*THE PROBLEM*
Look through the listing below for the string "lists". Show each line where it occurs.

*DATA FOR THE TASK*

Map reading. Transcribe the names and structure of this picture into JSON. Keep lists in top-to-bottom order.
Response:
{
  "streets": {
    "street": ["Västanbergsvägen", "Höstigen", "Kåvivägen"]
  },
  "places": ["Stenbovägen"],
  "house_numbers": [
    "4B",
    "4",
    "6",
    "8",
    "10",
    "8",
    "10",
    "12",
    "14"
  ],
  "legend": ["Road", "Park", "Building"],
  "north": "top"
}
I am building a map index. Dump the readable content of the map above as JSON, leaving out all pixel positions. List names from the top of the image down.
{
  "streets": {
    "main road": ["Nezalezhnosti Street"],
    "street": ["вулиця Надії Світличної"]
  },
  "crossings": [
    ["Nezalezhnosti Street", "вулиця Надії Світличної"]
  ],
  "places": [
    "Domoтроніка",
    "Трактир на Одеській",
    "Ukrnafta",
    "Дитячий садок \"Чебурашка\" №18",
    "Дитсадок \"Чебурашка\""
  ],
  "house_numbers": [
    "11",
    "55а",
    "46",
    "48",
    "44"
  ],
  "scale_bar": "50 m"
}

==

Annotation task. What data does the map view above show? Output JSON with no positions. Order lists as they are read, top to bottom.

*ANSWER BOX*
Map reading. Transcribe the names and structure of this picture into JSON. Keep lists in top-to-bottom order.
Annotation task. What data does the map view above show? Output JSON with no positions. Order lists as they are read, top to bottom.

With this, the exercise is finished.